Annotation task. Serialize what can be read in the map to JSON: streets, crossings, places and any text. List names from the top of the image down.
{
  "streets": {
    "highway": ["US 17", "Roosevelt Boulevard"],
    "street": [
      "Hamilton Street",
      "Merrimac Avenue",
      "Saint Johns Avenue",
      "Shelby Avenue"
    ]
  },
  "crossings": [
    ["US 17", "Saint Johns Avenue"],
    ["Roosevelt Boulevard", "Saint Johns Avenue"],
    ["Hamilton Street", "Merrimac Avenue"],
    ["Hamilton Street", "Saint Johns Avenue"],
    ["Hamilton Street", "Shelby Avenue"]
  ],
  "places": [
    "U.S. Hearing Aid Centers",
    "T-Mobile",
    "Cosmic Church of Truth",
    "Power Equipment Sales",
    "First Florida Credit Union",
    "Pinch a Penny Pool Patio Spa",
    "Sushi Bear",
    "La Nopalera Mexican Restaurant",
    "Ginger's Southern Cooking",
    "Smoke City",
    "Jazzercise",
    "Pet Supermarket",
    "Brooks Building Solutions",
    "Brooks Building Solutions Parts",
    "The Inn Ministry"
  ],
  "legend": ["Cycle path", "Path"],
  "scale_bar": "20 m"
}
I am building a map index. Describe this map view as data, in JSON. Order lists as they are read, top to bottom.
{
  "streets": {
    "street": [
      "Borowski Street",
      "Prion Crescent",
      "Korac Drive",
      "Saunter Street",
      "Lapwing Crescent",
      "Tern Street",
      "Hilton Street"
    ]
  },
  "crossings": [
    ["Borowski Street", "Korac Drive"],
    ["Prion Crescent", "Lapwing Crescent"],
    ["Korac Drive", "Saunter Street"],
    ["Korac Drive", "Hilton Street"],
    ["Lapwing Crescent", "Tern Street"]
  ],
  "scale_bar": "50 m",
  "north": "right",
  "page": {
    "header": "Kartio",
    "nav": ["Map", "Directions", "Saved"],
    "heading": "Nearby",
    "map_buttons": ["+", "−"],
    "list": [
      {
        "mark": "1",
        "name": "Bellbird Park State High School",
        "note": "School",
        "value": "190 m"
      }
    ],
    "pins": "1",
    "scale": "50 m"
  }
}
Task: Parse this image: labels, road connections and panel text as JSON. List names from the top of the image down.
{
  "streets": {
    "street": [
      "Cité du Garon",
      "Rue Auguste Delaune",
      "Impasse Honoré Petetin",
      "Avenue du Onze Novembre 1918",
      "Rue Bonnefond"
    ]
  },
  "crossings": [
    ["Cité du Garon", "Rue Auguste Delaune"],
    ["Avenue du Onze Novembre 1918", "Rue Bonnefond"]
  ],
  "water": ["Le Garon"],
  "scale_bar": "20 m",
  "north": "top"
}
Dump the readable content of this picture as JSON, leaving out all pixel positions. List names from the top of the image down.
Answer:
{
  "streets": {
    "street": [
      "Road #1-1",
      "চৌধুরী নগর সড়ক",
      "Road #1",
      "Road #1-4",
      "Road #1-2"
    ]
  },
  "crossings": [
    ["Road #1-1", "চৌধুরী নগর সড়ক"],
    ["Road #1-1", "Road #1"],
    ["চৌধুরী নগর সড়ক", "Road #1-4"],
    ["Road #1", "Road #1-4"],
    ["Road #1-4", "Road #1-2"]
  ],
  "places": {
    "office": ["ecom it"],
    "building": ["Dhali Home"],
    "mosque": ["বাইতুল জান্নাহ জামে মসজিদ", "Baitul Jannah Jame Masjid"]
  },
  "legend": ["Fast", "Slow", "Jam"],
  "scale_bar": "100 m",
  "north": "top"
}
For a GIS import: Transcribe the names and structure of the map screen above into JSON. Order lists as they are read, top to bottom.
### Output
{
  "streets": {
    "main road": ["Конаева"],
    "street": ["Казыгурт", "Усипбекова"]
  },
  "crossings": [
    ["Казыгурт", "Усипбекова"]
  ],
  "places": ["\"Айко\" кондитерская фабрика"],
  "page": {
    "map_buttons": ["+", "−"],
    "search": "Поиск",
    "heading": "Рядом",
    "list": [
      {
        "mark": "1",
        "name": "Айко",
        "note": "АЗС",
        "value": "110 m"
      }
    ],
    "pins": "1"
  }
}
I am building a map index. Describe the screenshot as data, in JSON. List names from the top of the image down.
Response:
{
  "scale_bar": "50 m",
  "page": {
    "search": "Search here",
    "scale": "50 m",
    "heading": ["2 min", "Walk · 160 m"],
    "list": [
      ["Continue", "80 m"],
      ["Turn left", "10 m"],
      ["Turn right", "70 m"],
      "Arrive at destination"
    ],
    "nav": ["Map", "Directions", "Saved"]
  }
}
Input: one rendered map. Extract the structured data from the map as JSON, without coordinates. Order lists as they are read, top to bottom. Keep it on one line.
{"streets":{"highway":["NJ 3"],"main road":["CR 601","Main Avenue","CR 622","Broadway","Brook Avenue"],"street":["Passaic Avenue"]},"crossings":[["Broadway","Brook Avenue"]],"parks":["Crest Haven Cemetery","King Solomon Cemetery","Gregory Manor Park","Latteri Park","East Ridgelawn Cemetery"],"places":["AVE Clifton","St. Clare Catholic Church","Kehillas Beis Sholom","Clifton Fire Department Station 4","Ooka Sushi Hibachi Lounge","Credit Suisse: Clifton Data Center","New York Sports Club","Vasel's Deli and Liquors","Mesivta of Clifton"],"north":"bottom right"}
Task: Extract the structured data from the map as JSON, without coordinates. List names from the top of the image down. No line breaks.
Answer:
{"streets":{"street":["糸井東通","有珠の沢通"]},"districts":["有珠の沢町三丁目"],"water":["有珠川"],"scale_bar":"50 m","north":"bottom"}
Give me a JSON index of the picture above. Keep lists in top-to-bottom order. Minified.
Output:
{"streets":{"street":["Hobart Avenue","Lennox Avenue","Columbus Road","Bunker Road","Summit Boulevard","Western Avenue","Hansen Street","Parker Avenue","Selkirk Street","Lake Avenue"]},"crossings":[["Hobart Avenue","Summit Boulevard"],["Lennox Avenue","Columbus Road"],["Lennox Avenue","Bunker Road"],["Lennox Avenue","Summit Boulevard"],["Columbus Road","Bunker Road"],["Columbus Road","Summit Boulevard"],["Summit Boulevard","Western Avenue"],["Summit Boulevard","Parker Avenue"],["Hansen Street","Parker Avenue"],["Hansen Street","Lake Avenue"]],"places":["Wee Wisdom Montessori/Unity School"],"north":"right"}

## WHAT THE TASK ASKS
The lines to copy are those in the listing that contain "above".

## PROBLEM SOLUTION
For a GIS import: Transcribe the names and structure of the map screen above into JSON. Order lists as they are read, top to bottom.
Give me a JSON index of the picture above. Keep lists in top-to-bottom order. Minified.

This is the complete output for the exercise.